→ EXERCISE DESCRIPTION: Nothing but the data itself, reproduced exactly, is the expected answer.

[Entries taken from a collection]
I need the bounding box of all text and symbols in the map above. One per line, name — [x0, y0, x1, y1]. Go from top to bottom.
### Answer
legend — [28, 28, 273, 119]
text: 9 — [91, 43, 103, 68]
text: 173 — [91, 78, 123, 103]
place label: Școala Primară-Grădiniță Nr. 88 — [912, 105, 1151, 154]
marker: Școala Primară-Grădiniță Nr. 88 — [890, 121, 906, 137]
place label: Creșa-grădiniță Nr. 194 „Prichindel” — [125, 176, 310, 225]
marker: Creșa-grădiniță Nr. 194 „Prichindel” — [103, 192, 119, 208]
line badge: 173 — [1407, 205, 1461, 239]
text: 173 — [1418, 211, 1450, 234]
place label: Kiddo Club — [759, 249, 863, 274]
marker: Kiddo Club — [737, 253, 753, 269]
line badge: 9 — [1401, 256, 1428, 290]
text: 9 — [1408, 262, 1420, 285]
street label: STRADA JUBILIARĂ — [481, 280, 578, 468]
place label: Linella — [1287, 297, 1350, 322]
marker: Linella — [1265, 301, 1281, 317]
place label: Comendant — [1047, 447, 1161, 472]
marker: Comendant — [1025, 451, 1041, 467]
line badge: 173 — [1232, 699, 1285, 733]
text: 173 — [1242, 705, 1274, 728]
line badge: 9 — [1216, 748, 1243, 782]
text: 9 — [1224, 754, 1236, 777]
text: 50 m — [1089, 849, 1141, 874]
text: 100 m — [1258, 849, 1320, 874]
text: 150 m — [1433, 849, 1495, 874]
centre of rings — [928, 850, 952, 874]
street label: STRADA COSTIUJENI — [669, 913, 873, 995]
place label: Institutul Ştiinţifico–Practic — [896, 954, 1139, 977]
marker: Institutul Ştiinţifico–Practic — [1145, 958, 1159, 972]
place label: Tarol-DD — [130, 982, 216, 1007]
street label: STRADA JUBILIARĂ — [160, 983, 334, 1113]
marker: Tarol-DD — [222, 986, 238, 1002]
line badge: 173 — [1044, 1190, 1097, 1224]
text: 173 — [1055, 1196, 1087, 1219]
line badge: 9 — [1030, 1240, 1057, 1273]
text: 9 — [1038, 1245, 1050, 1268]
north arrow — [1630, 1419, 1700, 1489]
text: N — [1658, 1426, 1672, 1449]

→ ANSWER BELOW:
I need the bounding box of all text and symbols in the map above. One per line, name — [x0, y0, x1, y1]. Go from top to bottom.
### Answer
legend — [28, 28, 273, 119]
text: 9 — [91, 43, 103, 68]
text: 173 — [91, 78, 123, 103]
place label: Școala Primară-Grădiniță Nr. 88 — [912, 105, 1151, 154]
marker: Școala Primară-Grădiniță Nr. 88 — [890, 121, 906, 137]
place label: Creșa-grădiniță Nr. 194 „Prichindel” — [125, 176, 310, 225]
marker: Creșa-grădiniță Nr. 194 „Prichindel” — [103, 192, 119, 208]
line badge: 173 — [1407, 205, 1461, 239]
text: 173 — [1418, 211, 1450, 234]
place label: Kiddo Club — [759, 249, 863, 274]
marker: Kiddo Club — [737, 253, 753, 269]
line badge: 9 — [1401, 256, 1428, 290]
text: 9 — [1408, 262, 1420, 285]
street label: STRADA JUBILIARĂ — [481, 280, 578, 468]
place label: Linella — [1287, 297, 1350, 322]
marker: Linella — [1265, 301, 1281, 317]
place label: Comendant — [1047, 447, 1161, 472]
marker: Comendant — [1025, 451, 1041, 467]
line badge: 173 — [1232, 699, 1285, 733]
text: 173 — [1242, 705, 1274, 728]
line badge: 9 — [1216, 748, 1243, 782]
text: 9 — [1224, 754, 1236, 777]
text: 50 m — [1089, 849, 1141, 874]
text: 100 m — [1258, 849, 1320, 874]
text: 150 m — [1433, 849, 1495, 874]
centre of rings — [928, 850, 952, 874]
street label: STRADA COSTIUJENI — [669, 913, 873, 995]
place label: Institutul Ştiinţifico–Practic — [896, 954, 1139, 977]
marker: Institutul Ştiinţifico–Practic — [1145, 958, 1159, 972]
place label: Tarol-DD — [130, 982, 216, 1007]
street label: STRADA JUBILIARĂ — [160, 983, 334, 1113]
marker: Tarol-DD — [222, 986, 238, 1002]
line badge: 173 — [1044, 1190, 1097, 1224]
text: 173 — [1055, 1196, 1087, 1219]
line badge: 9 — [1030, 1240, 1057, 1273]
text: 9 — [1038, 1245, 1050, 1268]
north arrow — [1630, 1419, 1700, 1489]
text: N — [1658, 1426, 1672, 1449]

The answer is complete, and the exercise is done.